• _To do_: Would you please reproduce all the entries word for word, minus the pictures?

======== Records shown ========

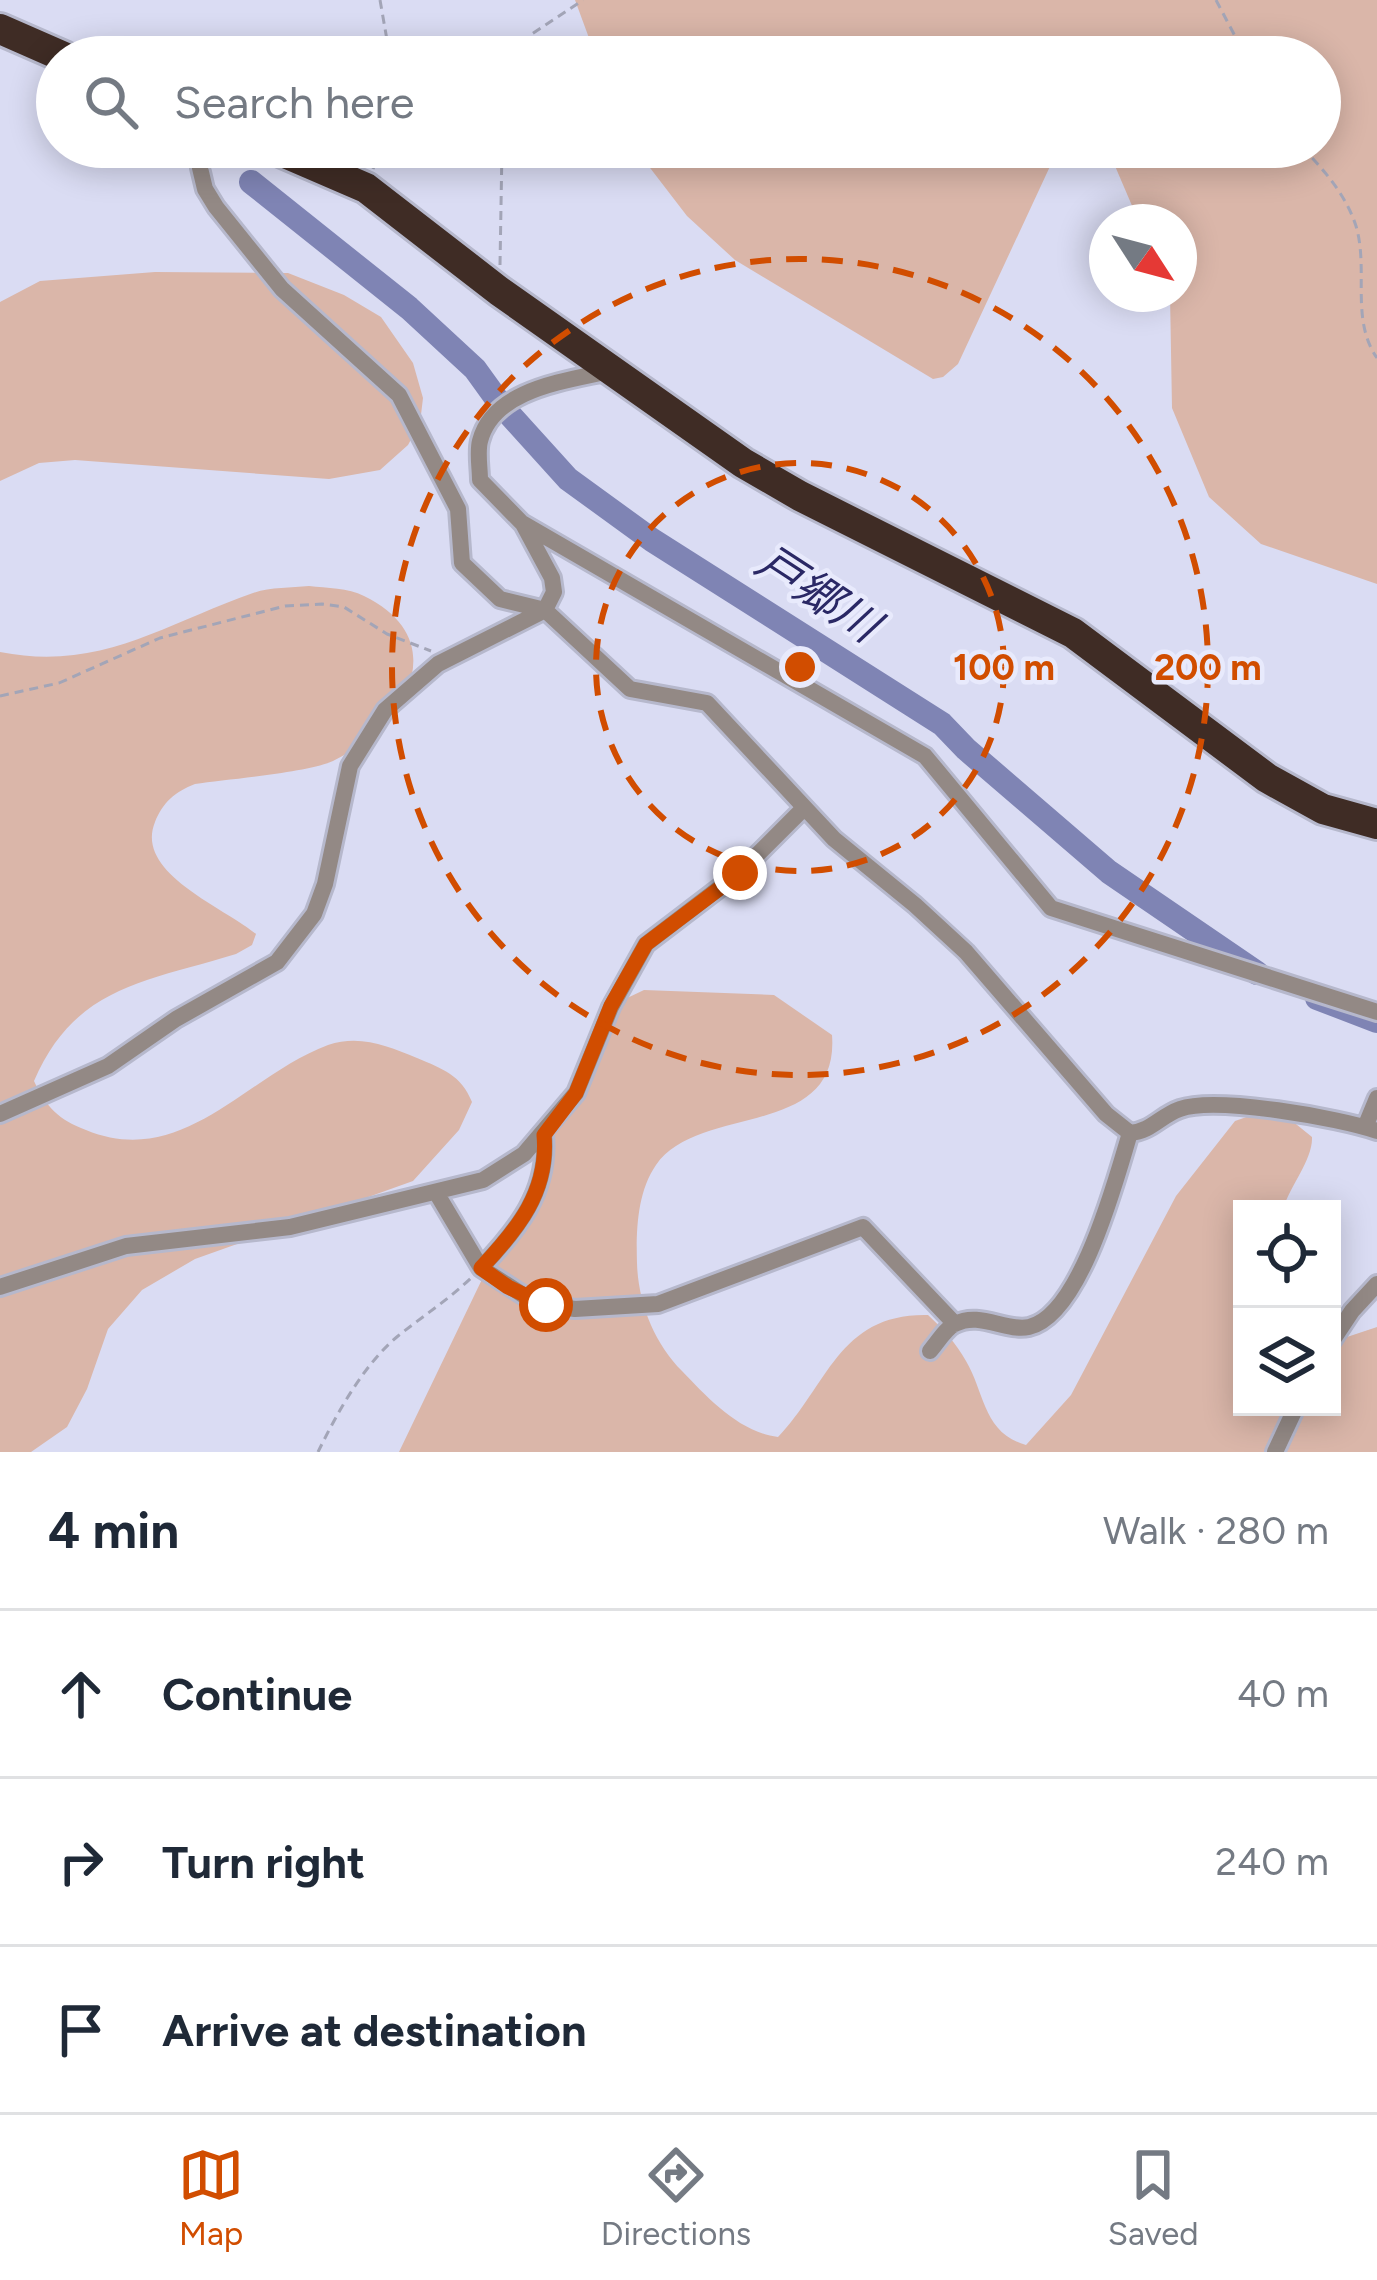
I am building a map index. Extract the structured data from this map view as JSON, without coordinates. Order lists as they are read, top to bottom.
{
  "water": ["戸郷川"],
  "north": "bottom right",
  "page": {
    "search": "Search here",
    "heading": ["4 min", "Walk · 280 m"],
    "list": [
      ["Continue", "40 m"],
      ["Turn right", "240 m"],
      "Arrive at destination"
    ],
    "nav": ["Map", "Directions", "Saved"]
  },
  "rings": ["100 m", "200 m"]
}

========

• _Problem solution_:
I am building a map index. Extract the structured data from this map view as JSON, without coordinates. Order lists as they are read, top to bottom.
{
  "water": ["戸郷川"],
  "north": "bottom right",
  "page": {
    "search": "Search here",
    "heading": ["4 min", "Walk · 280 m"],
    "list": [
      ["Continue", "40 m"],
      ["Turn right", "240 m"],
      "Arrive at destination"
    ],
    "nav": ["Map", "Directions", "Saved"]
  },
  "rings": ["100 m", "200 m"]
}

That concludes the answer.